As part of the Master of Advanced Studies (MAS) in Sport Administration and Technolgy Programme, the AISTS Research Paper requires each MAS participant to carry out in-depth research on a sports-related issue and deliver a short paper (20 pages) that meets specific academic criteria. Conducting high-quality research represents a key asset of the program as sport organizations recognize the critical value of high-quality knowledge and unique expertise in decision-making.
Since the start of the AISTS MAS programme in 2003, more than 500 Research Papers have been completed. To foster the value of the Research Paper, a selection of the best papers is edited for publication in an annual volume of the AISTS-book “Collected Insights from the Field of Sport” and an electronic copy is deposited at the Olympic World Library for public consultation. Moreover, each year the IOC officially rewards the best research paper with a special prize and public recognition.
Best Research Paper for 2017
Emerging Patterns in the Consumption of LiveSport Events: Millennials and Streaming
RP Supervisor: Jennifer Smith-Maguire
Abstract: The millennial generation has undoubtedly been priced out of live attendance of football matches. With new trends in the digital world, this paper will examine how millennials perceive the consumption of live football events through illegal streaming, in terms of morality. The research is conducted in three parts: a descriptive study of existing literature, pilot interviews, as well as a broader-reaching survey. This paper confirms trends found in existing research that illegal streaming of football matches is an established phenomenon among millennials. Furthermore, it shows that millennials find it generally acceptable to watch games illegally. The implications of this study on the established business models in football, and sport more broadly, are significant.
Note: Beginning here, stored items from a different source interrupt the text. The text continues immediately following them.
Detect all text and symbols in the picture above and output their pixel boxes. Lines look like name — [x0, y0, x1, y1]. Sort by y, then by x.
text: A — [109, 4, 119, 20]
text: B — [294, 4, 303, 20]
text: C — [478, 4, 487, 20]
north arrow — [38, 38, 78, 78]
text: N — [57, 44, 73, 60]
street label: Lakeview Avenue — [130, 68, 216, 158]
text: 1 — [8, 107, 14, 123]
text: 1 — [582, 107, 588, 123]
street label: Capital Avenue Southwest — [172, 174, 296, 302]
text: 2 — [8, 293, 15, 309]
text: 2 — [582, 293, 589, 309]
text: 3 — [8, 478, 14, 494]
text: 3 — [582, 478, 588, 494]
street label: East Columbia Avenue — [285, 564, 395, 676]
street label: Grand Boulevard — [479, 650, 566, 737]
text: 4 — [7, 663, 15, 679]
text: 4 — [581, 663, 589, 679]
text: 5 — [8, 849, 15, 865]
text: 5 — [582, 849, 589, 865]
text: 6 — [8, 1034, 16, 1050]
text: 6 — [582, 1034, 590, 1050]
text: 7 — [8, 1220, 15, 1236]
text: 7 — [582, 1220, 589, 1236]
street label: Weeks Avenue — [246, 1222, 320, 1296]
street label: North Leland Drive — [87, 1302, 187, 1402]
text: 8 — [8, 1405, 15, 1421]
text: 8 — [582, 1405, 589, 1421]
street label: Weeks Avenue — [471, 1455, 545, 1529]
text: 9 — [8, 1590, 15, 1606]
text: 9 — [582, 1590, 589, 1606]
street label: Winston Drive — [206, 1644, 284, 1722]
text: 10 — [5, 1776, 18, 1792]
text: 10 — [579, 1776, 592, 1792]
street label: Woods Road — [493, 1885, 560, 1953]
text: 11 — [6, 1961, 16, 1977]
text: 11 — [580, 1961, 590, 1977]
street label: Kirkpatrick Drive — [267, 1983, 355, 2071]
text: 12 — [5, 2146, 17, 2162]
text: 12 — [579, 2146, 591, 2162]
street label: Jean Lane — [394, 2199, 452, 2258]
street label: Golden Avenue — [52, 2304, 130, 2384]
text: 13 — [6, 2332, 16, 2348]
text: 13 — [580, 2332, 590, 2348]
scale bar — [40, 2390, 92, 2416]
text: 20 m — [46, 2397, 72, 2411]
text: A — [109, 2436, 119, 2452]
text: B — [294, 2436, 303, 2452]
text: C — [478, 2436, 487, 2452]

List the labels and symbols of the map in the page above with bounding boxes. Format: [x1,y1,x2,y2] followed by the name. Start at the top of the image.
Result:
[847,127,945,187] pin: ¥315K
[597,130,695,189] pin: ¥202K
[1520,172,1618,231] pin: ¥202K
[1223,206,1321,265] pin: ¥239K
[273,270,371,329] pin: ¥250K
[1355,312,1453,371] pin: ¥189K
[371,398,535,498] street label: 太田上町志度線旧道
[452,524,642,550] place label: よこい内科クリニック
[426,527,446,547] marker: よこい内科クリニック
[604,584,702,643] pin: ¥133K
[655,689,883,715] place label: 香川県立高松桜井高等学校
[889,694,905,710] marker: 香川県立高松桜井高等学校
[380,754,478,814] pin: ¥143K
Best Research Paper Nomination for 2017
Eduardo Cerdàn Garcia
Promoting Summer Olympic Sports through Digital Media: Objectives, Strategy, Assets and Performance of the International Federations and the International Olympic Committee
RP Supervisor: Antonio Davila
Abstract: This research paper provides insights about the promotion of sport through digital media, a topic that has not received much attention from academics. The paper focuses on Summer Olympic sports and how international federations (IFs) and the International Olympic Committee (IOC) are using digital media to promote them. The objectives of the research are to learn about the digital media objectives, strategies, assets and performance of international federations and the IOC and the best practices and growing trends in the digital media landscape. The paper combines some quantitative data gathered through the online exploration of the websites and social media profiles of the organisations studied (28 international federations and the IOC, along with entertainment providers) with qualitative data and insights gathered through eight semi-structured interviews with industry practitioners and panel discussions from sports and media specialists. The paper points out that, while there is no single formula that guarantees the success of digital media strategies for IFs and the IOC, some useful learnings and practical advancements have already been made opportunities lie in trends such as the growth of video on demand, shorter content formats, social sharing, multidevice design and OTT.
The Role and Potential ofSport Organisations to Integrate Refugees in Switzerland: Creating a Framework for Sport Federations
RP Supervisor: Rolf Schwery
Abstract: This paper explores the needs and possibilities for International Federations (IFs) to establish a framework for refugee integration through sport. The research begins with an in-depth explanation of the theoretical findings around refugee integration through sports. It outlines some specific initiatives by International Federations and other sport organizations or NGOs working in this area. The objective was to identify and create a framework that federations could use for activities related to refugee integration.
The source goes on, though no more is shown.